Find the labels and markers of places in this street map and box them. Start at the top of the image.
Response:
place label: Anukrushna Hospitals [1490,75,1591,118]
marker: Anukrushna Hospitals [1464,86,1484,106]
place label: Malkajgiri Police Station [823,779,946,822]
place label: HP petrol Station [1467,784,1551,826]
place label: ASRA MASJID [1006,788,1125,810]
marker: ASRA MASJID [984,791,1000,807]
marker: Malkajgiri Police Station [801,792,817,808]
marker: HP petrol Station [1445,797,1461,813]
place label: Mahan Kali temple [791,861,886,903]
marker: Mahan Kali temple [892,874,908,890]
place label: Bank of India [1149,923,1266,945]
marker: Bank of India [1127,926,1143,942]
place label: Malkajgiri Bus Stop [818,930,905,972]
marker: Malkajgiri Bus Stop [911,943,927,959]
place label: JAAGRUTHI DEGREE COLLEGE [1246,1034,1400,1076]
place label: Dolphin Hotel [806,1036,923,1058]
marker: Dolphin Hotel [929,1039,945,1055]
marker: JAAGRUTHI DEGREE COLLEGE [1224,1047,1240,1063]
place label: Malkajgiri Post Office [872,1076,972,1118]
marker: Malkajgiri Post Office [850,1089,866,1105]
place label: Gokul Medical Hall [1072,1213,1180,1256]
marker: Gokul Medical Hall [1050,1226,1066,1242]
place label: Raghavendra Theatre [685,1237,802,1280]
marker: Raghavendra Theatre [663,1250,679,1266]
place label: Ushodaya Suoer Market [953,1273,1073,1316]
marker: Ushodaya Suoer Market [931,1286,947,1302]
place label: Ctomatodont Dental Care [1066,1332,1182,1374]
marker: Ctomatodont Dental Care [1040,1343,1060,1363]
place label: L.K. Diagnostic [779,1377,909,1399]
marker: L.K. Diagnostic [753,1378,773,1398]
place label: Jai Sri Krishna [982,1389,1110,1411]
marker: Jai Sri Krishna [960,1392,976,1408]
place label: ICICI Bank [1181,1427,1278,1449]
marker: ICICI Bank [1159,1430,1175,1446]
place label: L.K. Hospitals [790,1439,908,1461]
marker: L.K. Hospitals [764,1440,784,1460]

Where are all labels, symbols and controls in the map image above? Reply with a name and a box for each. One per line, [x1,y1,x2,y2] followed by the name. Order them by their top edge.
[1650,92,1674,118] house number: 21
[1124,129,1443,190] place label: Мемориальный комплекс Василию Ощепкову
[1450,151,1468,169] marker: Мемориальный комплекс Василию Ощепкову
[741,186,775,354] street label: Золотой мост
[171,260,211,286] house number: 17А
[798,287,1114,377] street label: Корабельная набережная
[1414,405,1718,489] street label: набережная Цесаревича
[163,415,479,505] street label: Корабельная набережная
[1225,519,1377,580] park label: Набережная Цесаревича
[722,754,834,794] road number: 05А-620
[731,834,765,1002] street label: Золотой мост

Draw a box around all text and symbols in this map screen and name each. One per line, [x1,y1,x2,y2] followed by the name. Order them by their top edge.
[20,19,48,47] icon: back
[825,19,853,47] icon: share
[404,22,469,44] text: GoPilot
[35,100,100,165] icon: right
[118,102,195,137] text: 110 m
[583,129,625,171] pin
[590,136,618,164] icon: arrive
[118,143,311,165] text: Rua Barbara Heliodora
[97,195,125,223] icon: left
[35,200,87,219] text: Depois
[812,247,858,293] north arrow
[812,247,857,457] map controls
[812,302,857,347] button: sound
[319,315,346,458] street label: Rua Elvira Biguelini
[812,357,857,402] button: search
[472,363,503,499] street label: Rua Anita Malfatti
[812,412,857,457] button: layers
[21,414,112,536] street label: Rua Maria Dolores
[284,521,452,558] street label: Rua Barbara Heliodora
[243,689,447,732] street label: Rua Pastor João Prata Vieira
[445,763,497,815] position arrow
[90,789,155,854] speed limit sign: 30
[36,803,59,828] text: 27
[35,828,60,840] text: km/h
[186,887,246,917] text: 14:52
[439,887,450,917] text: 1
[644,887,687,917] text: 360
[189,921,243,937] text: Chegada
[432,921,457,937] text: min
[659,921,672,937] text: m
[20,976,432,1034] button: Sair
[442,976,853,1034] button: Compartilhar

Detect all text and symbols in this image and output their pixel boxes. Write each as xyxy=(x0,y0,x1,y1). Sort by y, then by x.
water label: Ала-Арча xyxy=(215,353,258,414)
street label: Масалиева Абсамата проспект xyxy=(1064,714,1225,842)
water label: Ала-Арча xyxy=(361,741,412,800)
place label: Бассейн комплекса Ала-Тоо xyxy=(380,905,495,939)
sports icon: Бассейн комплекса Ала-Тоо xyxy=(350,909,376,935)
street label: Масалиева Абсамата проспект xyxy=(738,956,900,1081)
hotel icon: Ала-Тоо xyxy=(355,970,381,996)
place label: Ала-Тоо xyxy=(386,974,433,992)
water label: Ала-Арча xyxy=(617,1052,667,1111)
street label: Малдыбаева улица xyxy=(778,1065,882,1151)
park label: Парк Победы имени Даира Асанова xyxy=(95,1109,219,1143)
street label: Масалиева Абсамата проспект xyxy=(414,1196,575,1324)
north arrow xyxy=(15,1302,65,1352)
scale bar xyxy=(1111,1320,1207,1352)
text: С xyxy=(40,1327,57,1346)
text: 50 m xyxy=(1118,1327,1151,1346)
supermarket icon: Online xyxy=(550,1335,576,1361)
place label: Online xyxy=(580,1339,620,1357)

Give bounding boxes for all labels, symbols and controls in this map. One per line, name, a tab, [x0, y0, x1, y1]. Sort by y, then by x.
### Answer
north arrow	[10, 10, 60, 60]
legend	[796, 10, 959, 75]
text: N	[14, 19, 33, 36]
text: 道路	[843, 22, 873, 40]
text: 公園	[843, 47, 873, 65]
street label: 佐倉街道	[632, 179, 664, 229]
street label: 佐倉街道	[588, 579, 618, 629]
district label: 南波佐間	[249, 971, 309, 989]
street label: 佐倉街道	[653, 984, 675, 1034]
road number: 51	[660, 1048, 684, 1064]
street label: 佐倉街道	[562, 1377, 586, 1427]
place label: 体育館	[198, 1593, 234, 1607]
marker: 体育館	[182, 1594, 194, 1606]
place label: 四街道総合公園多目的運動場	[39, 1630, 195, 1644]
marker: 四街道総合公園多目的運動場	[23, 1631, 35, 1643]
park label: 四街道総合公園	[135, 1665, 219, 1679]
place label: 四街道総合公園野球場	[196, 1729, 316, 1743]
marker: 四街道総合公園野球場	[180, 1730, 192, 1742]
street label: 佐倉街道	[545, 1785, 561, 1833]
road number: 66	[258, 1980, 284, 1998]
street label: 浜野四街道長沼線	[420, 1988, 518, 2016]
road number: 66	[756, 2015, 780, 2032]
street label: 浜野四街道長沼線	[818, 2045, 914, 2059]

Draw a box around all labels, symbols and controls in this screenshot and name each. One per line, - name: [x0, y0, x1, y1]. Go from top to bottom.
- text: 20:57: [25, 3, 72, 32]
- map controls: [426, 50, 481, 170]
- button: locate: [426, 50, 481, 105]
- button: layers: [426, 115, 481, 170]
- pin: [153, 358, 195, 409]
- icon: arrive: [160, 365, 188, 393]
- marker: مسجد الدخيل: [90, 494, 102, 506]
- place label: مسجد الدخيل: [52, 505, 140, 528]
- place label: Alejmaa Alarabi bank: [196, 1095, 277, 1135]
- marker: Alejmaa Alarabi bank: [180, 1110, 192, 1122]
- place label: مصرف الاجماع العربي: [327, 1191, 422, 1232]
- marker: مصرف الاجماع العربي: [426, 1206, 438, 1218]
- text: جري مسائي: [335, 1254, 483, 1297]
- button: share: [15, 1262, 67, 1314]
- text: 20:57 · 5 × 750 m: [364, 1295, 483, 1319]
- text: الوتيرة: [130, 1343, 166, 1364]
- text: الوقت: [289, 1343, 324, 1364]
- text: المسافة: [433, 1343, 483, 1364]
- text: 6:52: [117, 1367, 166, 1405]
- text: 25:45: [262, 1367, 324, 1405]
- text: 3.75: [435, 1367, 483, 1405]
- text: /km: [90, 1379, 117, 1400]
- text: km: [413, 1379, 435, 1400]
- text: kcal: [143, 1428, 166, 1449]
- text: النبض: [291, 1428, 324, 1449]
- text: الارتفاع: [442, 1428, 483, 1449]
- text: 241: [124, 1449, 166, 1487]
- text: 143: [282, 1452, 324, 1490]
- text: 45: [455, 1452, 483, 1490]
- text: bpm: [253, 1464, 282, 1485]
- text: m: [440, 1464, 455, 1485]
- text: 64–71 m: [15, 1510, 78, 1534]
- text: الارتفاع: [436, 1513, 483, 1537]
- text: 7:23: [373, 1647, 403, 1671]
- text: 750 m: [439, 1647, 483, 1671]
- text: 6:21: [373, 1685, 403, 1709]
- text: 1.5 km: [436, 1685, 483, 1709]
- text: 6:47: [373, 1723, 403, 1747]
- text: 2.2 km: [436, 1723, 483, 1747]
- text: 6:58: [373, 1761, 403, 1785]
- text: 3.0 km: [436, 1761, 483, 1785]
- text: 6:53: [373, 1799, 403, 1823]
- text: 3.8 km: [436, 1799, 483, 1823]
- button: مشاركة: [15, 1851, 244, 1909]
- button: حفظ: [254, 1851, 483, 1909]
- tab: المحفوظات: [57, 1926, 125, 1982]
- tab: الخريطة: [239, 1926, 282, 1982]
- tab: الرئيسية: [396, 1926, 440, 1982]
━━━━━━━━━━━━━━━━
EXERCISE GOAL
All lines in the preceding records that hold the word "Kali" need to be copied.

TASK RESULT
place label: Mahan Kali temple [791,861,886,903]
marker: Mahan Kali temple [892,874,908,890]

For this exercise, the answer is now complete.